Little-oh, the derivative, Taylor's formula

Table of Contents

Derivatives and little-oh

Real-valued functions on the real line

Definition: A real-valued function \(\varphi\) defined for arbitrarily small values of \(h\) is \(o(h)\) for \(h \to 0\) iff

$$ \lim_{h \to 0} \frac{\varphi(h)}{h} = 0 $$

(Lang, 1997, p. 67-68)

Result: A real-valued function \(f\) is differentiable at \(x\) if and only if there exists some number \(L\) and a function \(\varphi\) which is \(o(h)\) for \(h \to 0\) such that for all \(h\) in some neighborhood of \(x\),

$$ f(x + h) = f(x) + Lh + \varphi(h) \qquad (1) $$

(Lang, 1997, p. 67-68)

Proof:

The following proof is from Lang (1997, p. 67-68).

\((\Longrightarrow)\)

Assume \(f\) is differentiable at \(x\). Let

$$ \varphi(h) = \begin{cases} f(x + h) - f(x) - f^\prime(h) h, & h \neq 0 \\ 0, & h = 0 \end{cases} $$

Observe that

$$ \lim_{h \to 0} \frac{\varphi(h)}{h} = \lim_{h \to 0} \frac{f(x + h) - f(x)}{h} - f^\prime(x) = 0 $$

so \(\varphi\) is \(o(h)\) as \(h \to 0\). For \(h \neq 0\), \(f(x+h) = f(x) + Lh + \varphi(h)\) where we have let \(L = f^\prime(x)\). For \(h = 0\), the left-hand side of \((1)\) is \(f(x)\) and the right-hand side is \(f(x) + \varphi(0) = f(x)\).

\((\Longleftarrow)\)

Assume there exists \(L \in \mathbb{R}\) and \(\varphi\) that is \(o(h)\) for \(h \to 0\) such that \(f(x + h) = f(x) + Lh + \varphi(h)\). This implies

$$ \frac{f(x + h) - f(x)}{h} = L + \frac{\varphi(h)}{h} $$

The limit of the right-hand side as \(h \to 0\) exists and is \(L + 0 = L\), so the limit of the left-hand side exists and also must equal \(L\) since limits are unique. Taking the limit gives \(f^\prime(x) = L\), so \(f\) is differentiable at \(x\).

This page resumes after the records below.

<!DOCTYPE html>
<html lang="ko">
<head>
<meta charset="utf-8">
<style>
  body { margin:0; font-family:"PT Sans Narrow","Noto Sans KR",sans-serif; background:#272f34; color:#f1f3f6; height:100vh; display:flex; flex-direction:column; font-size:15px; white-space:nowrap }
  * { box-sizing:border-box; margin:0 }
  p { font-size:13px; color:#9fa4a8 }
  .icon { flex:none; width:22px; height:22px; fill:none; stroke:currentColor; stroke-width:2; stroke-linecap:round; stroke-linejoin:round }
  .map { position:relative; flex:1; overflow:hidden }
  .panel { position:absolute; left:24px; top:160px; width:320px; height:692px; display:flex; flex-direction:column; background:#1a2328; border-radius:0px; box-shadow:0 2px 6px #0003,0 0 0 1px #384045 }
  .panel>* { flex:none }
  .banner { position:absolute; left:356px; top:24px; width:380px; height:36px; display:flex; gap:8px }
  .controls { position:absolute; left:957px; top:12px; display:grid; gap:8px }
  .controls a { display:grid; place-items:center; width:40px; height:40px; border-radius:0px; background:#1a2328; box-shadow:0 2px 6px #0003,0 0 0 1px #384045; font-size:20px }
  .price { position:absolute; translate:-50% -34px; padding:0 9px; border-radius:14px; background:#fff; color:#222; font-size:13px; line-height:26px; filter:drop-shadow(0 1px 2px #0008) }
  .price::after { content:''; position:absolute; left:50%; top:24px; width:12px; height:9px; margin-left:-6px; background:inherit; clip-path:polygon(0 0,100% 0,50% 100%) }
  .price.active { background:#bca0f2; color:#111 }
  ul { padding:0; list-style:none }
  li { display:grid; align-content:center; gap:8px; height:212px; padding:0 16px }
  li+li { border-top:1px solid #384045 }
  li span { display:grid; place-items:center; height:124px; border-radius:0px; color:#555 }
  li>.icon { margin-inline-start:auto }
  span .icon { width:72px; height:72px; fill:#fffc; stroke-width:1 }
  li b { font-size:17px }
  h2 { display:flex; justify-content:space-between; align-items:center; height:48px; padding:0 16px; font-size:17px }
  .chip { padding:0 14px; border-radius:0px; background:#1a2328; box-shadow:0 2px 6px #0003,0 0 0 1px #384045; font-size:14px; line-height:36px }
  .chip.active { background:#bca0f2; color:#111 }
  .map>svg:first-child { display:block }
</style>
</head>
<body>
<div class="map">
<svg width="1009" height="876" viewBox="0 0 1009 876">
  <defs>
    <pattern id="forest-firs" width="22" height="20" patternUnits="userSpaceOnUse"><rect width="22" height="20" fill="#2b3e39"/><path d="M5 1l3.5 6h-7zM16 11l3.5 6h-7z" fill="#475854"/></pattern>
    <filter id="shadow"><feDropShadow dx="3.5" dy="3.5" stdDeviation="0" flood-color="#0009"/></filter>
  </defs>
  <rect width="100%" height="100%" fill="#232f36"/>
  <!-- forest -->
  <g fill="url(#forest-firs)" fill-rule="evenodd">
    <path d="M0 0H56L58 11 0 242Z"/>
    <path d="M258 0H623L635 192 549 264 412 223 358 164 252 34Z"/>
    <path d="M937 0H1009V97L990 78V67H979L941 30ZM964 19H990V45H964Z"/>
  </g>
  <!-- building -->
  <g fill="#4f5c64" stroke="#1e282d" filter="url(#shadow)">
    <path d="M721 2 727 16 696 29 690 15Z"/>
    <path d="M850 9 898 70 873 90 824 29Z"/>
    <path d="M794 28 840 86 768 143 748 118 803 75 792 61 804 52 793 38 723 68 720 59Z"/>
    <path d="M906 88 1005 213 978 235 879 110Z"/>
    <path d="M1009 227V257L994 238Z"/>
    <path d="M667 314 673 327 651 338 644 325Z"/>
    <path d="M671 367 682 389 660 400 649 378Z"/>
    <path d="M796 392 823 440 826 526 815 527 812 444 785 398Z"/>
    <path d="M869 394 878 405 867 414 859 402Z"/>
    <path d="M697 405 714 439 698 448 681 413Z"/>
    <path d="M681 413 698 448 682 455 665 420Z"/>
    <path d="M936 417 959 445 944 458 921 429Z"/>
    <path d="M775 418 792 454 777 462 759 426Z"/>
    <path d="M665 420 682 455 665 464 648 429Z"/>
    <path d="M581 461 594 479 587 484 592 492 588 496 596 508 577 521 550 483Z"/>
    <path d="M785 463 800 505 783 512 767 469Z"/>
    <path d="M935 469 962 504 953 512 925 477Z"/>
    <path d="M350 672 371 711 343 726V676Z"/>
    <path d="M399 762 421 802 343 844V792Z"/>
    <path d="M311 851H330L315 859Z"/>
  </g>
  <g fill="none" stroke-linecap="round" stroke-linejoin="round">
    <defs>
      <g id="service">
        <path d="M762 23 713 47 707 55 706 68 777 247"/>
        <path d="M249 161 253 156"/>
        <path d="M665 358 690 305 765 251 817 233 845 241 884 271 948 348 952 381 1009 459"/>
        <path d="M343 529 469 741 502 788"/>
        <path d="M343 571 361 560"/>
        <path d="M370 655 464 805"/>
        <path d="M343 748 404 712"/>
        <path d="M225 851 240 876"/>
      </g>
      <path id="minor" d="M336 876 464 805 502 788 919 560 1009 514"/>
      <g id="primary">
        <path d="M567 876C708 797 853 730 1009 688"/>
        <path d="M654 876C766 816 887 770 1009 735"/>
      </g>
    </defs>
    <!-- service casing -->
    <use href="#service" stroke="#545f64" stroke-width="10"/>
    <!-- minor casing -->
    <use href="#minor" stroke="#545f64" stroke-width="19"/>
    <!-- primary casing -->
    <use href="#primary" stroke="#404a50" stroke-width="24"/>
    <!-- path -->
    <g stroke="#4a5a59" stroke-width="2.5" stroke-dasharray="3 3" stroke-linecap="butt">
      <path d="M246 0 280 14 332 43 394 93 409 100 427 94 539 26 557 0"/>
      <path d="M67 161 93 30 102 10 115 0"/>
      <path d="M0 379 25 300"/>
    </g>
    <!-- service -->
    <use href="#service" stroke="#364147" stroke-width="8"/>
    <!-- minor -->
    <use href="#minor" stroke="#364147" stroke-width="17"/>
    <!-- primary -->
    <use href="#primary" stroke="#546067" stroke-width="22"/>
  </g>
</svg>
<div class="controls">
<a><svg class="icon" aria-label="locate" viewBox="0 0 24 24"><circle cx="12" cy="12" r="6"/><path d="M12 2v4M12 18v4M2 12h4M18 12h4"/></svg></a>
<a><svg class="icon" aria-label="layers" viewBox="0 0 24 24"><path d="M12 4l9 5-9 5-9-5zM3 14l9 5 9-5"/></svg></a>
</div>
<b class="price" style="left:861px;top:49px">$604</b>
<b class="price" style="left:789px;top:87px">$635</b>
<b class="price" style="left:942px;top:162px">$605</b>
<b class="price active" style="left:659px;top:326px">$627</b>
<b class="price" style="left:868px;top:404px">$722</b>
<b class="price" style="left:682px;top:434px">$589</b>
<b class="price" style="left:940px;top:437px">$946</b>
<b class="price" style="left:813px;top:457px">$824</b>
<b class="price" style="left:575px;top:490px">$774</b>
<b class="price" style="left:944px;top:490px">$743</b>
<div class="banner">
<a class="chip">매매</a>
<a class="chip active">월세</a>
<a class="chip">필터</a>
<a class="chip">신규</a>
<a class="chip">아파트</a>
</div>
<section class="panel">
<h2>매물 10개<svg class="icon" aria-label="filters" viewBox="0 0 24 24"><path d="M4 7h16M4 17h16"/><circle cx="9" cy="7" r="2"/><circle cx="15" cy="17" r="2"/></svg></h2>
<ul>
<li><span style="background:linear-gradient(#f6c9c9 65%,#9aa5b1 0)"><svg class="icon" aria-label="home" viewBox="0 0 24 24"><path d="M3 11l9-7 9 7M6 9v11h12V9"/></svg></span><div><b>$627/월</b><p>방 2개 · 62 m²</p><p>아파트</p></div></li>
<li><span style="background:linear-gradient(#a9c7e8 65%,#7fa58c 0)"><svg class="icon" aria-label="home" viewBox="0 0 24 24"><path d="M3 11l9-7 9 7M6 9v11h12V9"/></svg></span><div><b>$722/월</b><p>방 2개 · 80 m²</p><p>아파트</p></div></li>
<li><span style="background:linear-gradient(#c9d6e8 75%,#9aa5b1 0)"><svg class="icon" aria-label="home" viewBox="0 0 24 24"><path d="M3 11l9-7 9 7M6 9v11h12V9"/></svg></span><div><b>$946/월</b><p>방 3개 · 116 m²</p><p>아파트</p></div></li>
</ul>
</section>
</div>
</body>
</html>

Note on proof of the chain rule for real-valued functions on the real line

The following discussion is from Lang (1997, p. 68):

Note that defining

$$ \psi(h) := \begin{cases} \frac{\varphi(h)}{h}, & h \neq 0 \\ 0, & h = 0 \end{cases} $$

we have that

$$ \psi(h) h = \begin{cases} \varphi(h), & h \neq 0 \\ 0, & h = 0 \end{cases} $$

If we simply define \(\varphi(0) = 0\), we then can just write \(\psi(h) h = \varphi(h)\).

Note that \(\lim_{h \to 0} \psi(h) = 0\).

This quantity is used in the proof of the chain rule in Lang (1997, p. 68).

Real-valued functions on \(\mathbb{R}^n\)

Definition: A real-valued function \(\varphi\) defined for all sufficiently small vectors \(h \in \mathbb{R}^n\), \(h \neq 0\) is said to be \(o(h)\) for \(h \to 0\) if and only if

$$ \lim_{h \to 0} \frac{\varphi(h)}{\norm{h}} = 0 $$

(Lang, 1997, p. 379)

Similar to above, if we define \(\varphi(0) = 0\), we have \(\psi(h) \norm{h} = \varphi(h)\) where \(\lim_{h \to 0} \psi(h) = 0\) (Lang, 1997, p. 379).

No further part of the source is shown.